A new study released by Families and Work Institute, Overwork in America: When the Way We Work Becomes Too Much, reports that one in three American employees are chronically overworked, while 54 percent have felt overwhelmed at some time in the past month by how much work they had to complete. The study of more than 1,000 wage and salaried employees identifies for the first time why being overworked and feeling overwhelmed have become so pervasive in the American workplace.

The study found that the way we work is more predictive of feeling overworked than hours worked. Employees were more likely to feel overworked when they were unable to focus on their work “because of constant interruptions and distractions as well as excessive multi-tasking required to keep up with all that has to be done on the job.” Women were more likely to feel overworked than men, even though they typically work fewer hours. Women were more likely to report that their jobs required more multitasking than men did, and the study’s authors concluded that “too much multi-tasking” accounts for why more women feel overworked.

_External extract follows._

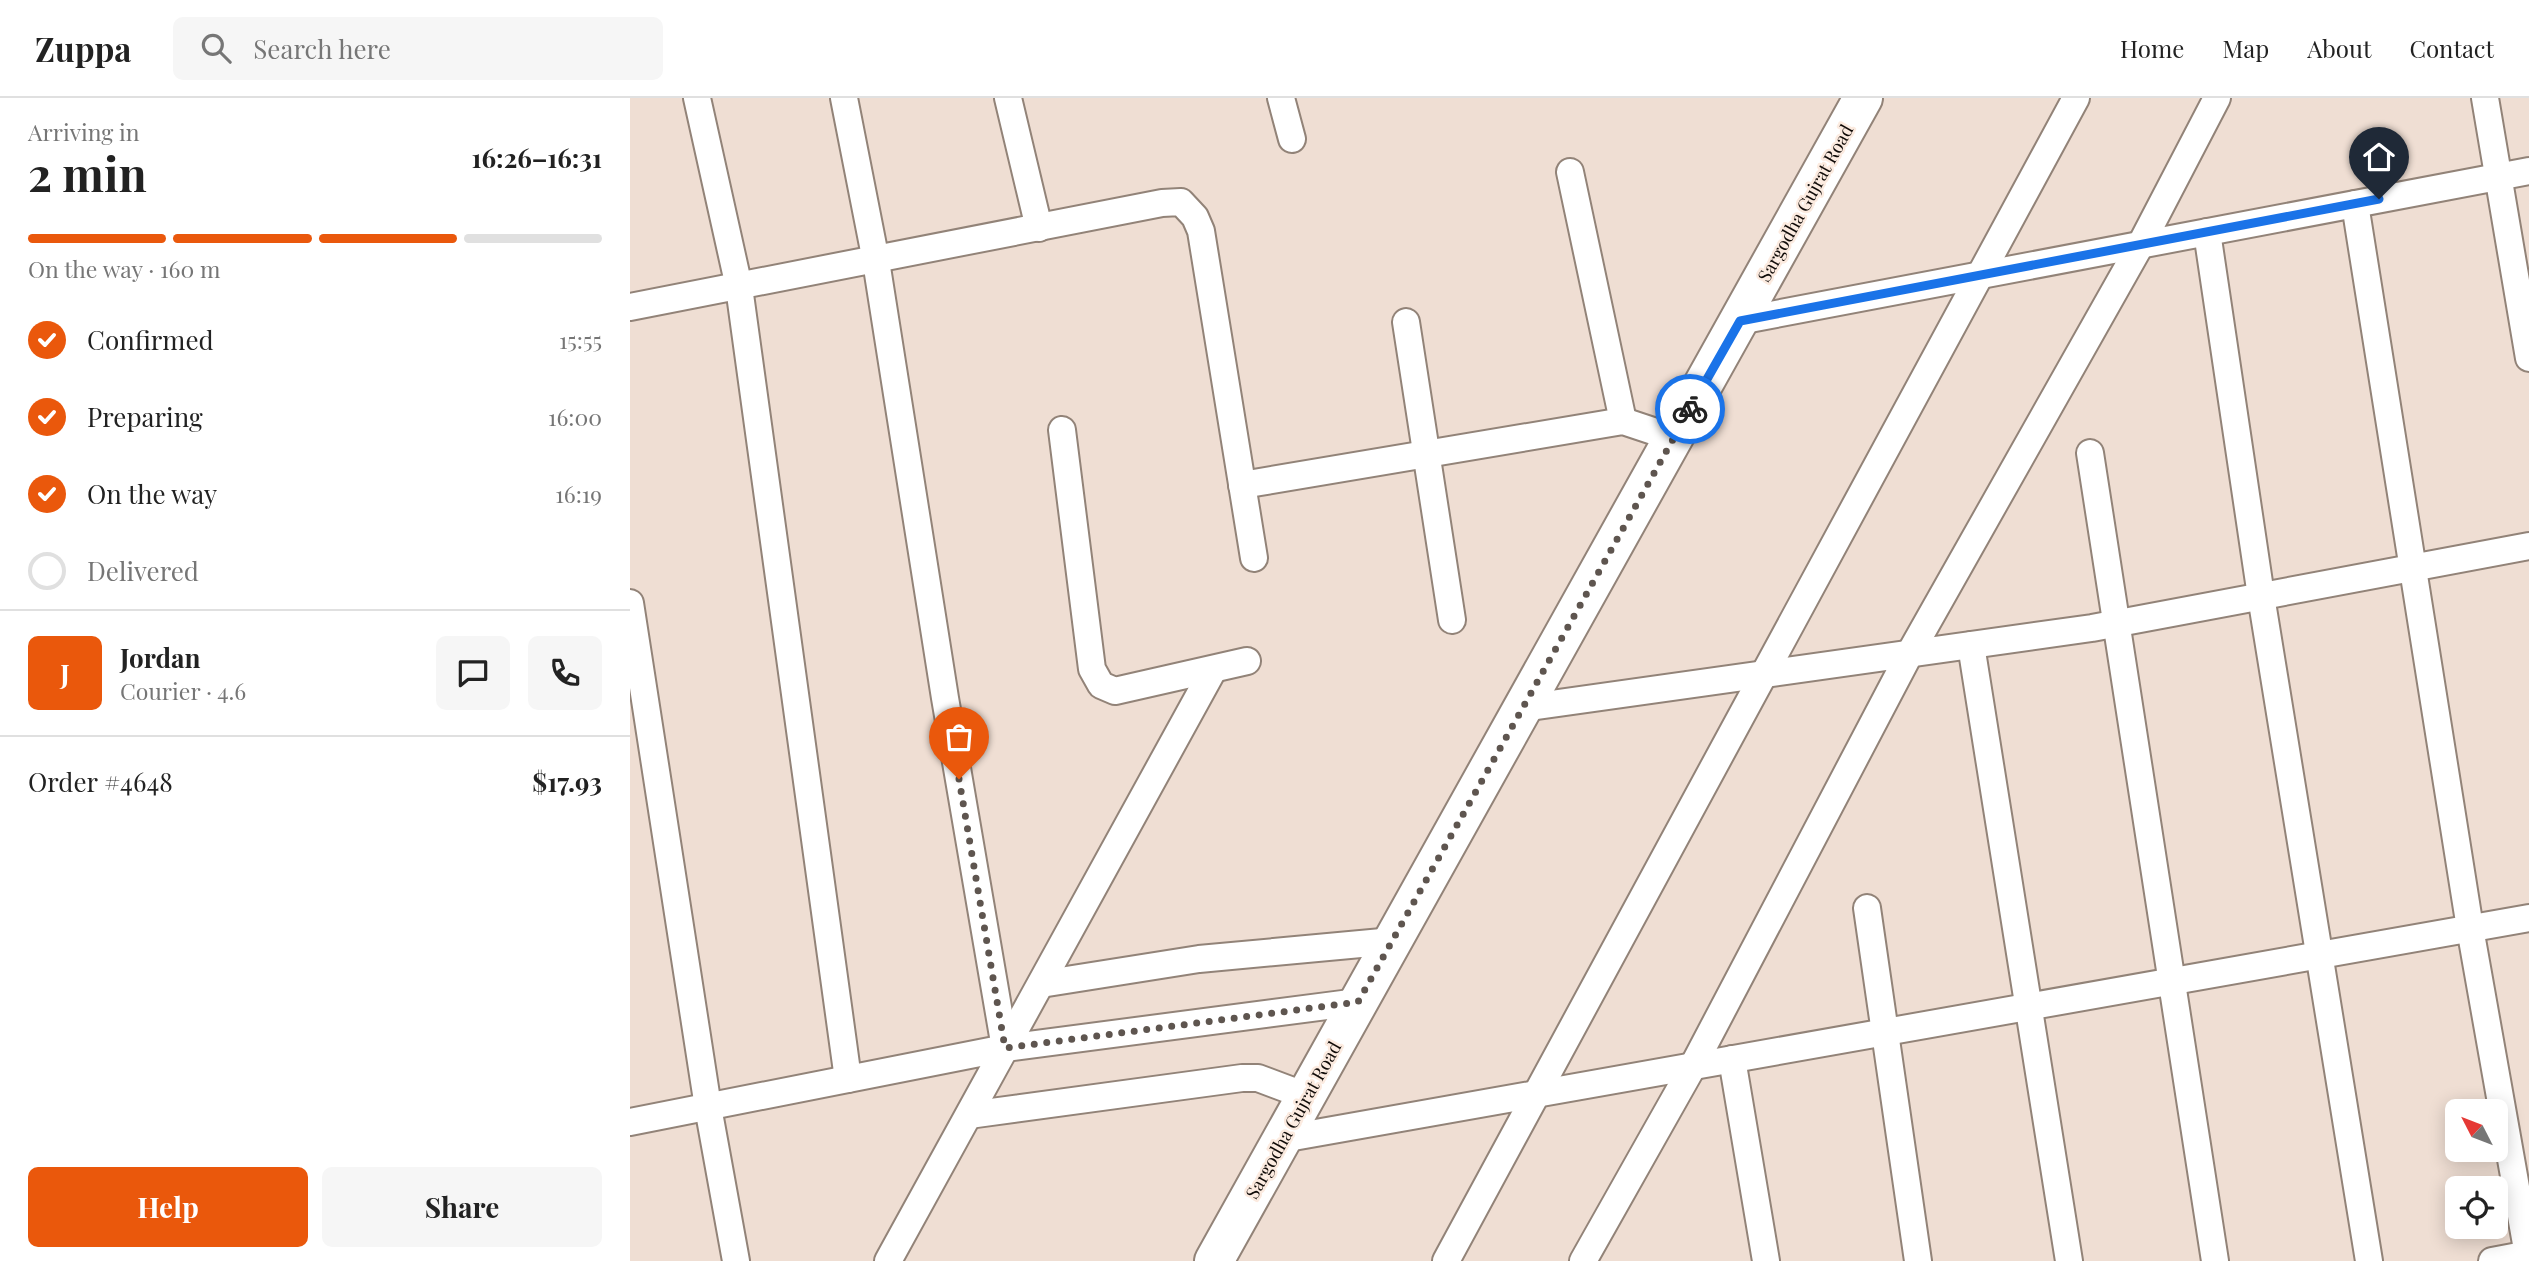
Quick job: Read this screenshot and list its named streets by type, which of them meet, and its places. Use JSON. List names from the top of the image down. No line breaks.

The employees who were least likely to feel overworked were those worked in “effective” workplaces. “Employees who have jobs that provide them more opportunities to continue to learn, whose supervisors support them in succeeding on the job, who have the flexibility they need to manage their job and their personal and family life, and who have input into management decision-making are less likely to be overworked. This is true even when they work long hours and have very demanding jobs.”

The researchers also found that workers who were “family-centric” (putting a higher priority on family than work) were less likely to be overworked than employees who were “work-centric.”

Overwork in America also reports that 37 percent of the workers in the study took less than a seven-day vacation (including weekend days), and only 14 percent took a full two weeks of vacation or more.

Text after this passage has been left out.